(Stored data)

•••••

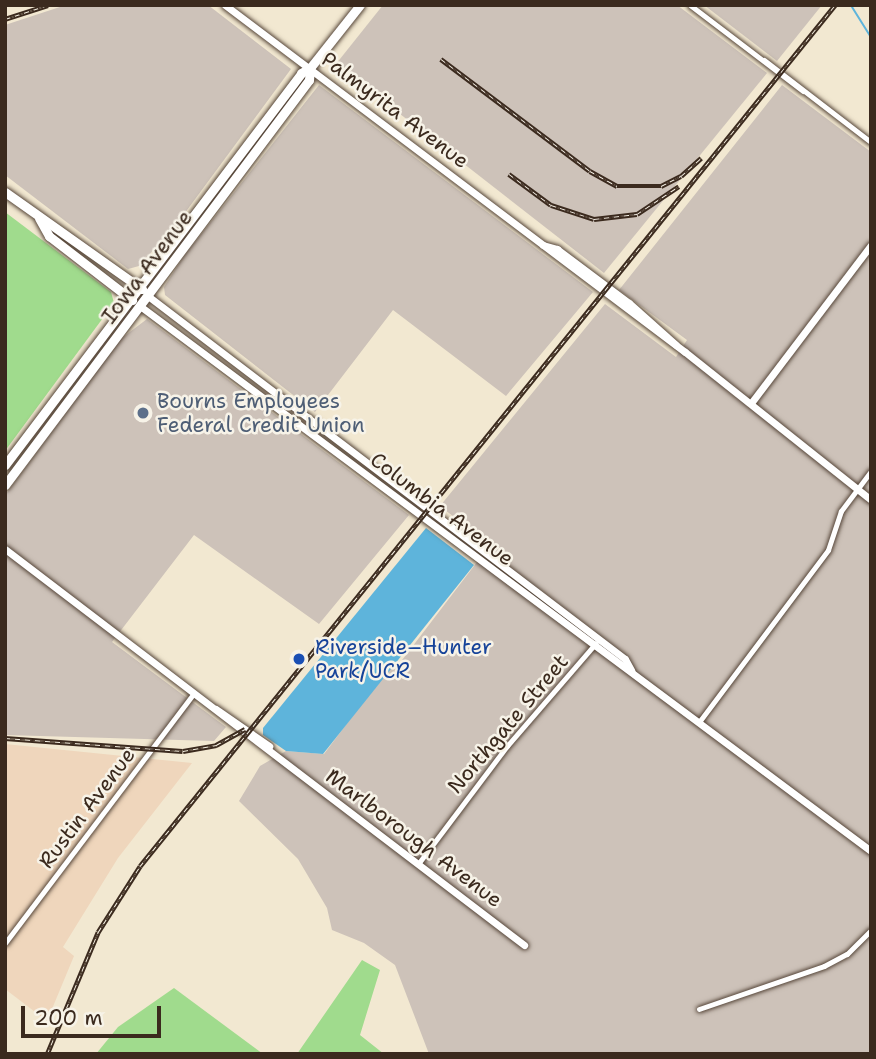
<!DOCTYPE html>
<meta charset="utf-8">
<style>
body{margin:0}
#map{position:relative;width:876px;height:1059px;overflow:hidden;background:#f2e8d1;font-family:"Shantell Sans",sans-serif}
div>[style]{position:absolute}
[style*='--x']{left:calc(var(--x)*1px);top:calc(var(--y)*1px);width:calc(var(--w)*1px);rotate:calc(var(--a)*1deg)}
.built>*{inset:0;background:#efd6bc}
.industrial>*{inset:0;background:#cdc2b9}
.green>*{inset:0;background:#a0db8d}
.water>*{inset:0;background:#5eb4db}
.stream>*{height:2px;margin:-1px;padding:0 1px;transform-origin:1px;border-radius:1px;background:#5eb4db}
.roads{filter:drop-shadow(0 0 2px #564639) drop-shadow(0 0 2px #564639)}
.minor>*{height:5px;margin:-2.5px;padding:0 2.5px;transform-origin:2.5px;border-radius:2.5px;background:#fff}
.tertiary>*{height:7px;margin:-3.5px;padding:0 3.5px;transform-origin:3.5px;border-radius:3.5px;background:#fff}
.primary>*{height:9px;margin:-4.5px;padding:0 4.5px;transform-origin:4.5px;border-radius:4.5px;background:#fff}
.rail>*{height:4.5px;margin-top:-2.25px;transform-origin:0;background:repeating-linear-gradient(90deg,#f7f3e8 0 5px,#3b2a1e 0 10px);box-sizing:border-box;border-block:2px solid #3b2a1e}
.dots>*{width:19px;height:19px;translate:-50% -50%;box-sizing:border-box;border:4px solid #f7f3e8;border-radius:50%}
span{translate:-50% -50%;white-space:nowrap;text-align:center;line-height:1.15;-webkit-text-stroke:5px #f7f3e8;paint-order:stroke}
.street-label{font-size:21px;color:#3b2a1e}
.service-label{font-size:21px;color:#4e5e75}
.left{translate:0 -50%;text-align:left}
.transit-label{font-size:21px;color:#164399}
.frame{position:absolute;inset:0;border:7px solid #3b2a1e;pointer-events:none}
.scale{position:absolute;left:21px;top:1006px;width:140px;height:32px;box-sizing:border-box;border:4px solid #3b2a1e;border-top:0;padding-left:9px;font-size:21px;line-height:24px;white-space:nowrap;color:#3b2a1e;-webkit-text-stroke:5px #f7f3e8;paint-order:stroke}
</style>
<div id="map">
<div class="built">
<div style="clip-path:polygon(5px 744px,192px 763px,118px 858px,63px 947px,74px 956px,47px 1021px,5px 989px)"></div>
</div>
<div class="industrial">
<div style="clip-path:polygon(66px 5px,208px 5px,291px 69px,176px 225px,139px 266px,128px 269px,5px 175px,5px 25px)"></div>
<div style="clip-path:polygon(383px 5px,677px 5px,767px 73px,604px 273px,336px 64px)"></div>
<div style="clip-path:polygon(704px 5px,822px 5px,777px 61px)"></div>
<div style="clip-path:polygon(319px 85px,593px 292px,506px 396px,393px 310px,315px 412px,165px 295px,164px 287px,184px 256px)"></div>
<div style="clip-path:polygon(782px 85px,871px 152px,871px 1054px,429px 1054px,395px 965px,364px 943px,332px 930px,327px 908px,298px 859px,239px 801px,260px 766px,286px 751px,324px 754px,391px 665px,396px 668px,490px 545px,440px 506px,605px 304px,676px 357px,687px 340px,619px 290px)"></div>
<div style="clip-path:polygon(147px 319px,409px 515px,319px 624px,194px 535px,112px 642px,226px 727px,214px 741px,5px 735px,5px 495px,122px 338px)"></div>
</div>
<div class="green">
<div style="clip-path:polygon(5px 212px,111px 292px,114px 303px,5px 451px)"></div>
<div style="clip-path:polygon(362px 960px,380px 970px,360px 1035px,384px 1054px,297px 1054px)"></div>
<div style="clip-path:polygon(174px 988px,263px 1054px,96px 1054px,118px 1027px)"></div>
</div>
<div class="water">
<div style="clip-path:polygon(426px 528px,474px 565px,323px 754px,286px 751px,263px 735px,263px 728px)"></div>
</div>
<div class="stream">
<div style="--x:852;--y:7;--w:36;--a:58"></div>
</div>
<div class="roads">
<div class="minor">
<div style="--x:690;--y:5;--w:142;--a:37.3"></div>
<div style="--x:764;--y:60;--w:135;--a:37.5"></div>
<div style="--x:699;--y:722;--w:215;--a:-53.1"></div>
<div style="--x:828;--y:550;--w:41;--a:-71.6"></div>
<div style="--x:841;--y:511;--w:50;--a:-53.1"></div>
<div style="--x:418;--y:864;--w:148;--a:-53"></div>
<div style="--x:507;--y:746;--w:136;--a:-49.2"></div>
<div style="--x:5;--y:943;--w:313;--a:-52.9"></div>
<div style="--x:699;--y:1009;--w:132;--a:-19"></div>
<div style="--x:824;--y:966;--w:26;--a:-28"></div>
<div style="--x:847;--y:954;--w:34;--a:-45"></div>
</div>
<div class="tertiary">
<div style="--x:225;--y:5;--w:576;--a:37.03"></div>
<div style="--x:685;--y:352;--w:238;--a:38.5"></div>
<div style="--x:543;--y:245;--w:15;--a:16"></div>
<div style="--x:557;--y:249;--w:90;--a:36.9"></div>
<div style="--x:629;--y:303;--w:62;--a:41.7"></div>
<div style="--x:148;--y:296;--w:599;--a:37.27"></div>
<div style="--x:625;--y:659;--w:13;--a:61"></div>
<div style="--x:140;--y:306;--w:912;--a:36.71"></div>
<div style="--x:751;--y:403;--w:198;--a:-52.8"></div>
<div style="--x:5;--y:549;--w:653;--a:37.34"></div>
<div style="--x:216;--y:709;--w:65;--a:34.9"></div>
</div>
<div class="primary">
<div style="--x:5;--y:192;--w:168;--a:35.3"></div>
<div style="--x:39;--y:218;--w:21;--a:61"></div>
<div style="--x:49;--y:236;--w:105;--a:37.6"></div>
<div style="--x:5;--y:465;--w:491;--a:-52.9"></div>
<div style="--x:301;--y:73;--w:10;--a:-29"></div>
<div style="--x:310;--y:68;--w:80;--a:-51.6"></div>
<div style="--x:5;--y:485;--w:506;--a:-53.11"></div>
<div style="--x:309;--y:80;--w:12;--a:-85"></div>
</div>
</div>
<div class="rail">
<div style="--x:5;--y:19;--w:45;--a:-18"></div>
<div style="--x:441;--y:59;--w:186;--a:36.9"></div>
<div style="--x:590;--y:171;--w:31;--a:29"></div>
<div style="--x:617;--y:186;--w:44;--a:0"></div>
<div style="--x:661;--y:186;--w:22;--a:-27"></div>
<div style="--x:681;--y:176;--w:27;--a:-42"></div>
<div style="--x:509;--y:174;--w:52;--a:36.4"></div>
<div style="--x:551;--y:205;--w:45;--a:18"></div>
<div style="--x:594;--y:219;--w:43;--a:-6.6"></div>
<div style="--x:637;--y:214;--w:50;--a:-33.7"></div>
<div style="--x:5;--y:738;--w:178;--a:4.2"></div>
<div style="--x:183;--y:751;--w:34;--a:-10"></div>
<div style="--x:216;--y:745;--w:33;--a:-29"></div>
<div style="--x:47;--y:1054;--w:132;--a:-67.3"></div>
<div style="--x:98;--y:932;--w:78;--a:-57.5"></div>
<div style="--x:140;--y:866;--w:1107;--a:-51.09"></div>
</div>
<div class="dots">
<div style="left:143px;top:413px;background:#5c6f8a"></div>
<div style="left:299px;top:659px;background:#1a4fb4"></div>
</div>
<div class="street-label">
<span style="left:395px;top:110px;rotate:37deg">Palmyrita Avenue</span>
<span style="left:147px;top:267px;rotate:-53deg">Iowa Avenue</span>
<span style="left:442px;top:509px;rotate:37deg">Columbia Avenue</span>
<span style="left:508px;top:724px;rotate:-50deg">Northgate Street</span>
<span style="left:87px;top:808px;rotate:-53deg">Rustin Avenue</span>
<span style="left:414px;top:838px;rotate:37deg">Marlborough Avenue</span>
</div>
<div class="service-label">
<span class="left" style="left:157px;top:413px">Bourns Employees<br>Federal Credit Union</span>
</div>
<div class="transit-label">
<span class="left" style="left:315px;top:659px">Riverside–Hunter<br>Park/UCR</span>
</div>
<div class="frame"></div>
<div class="scale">200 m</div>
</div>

•••••

_Task details_
Only a number is wanted. How many lines of the entries above carry "stream"?

_Task output_
2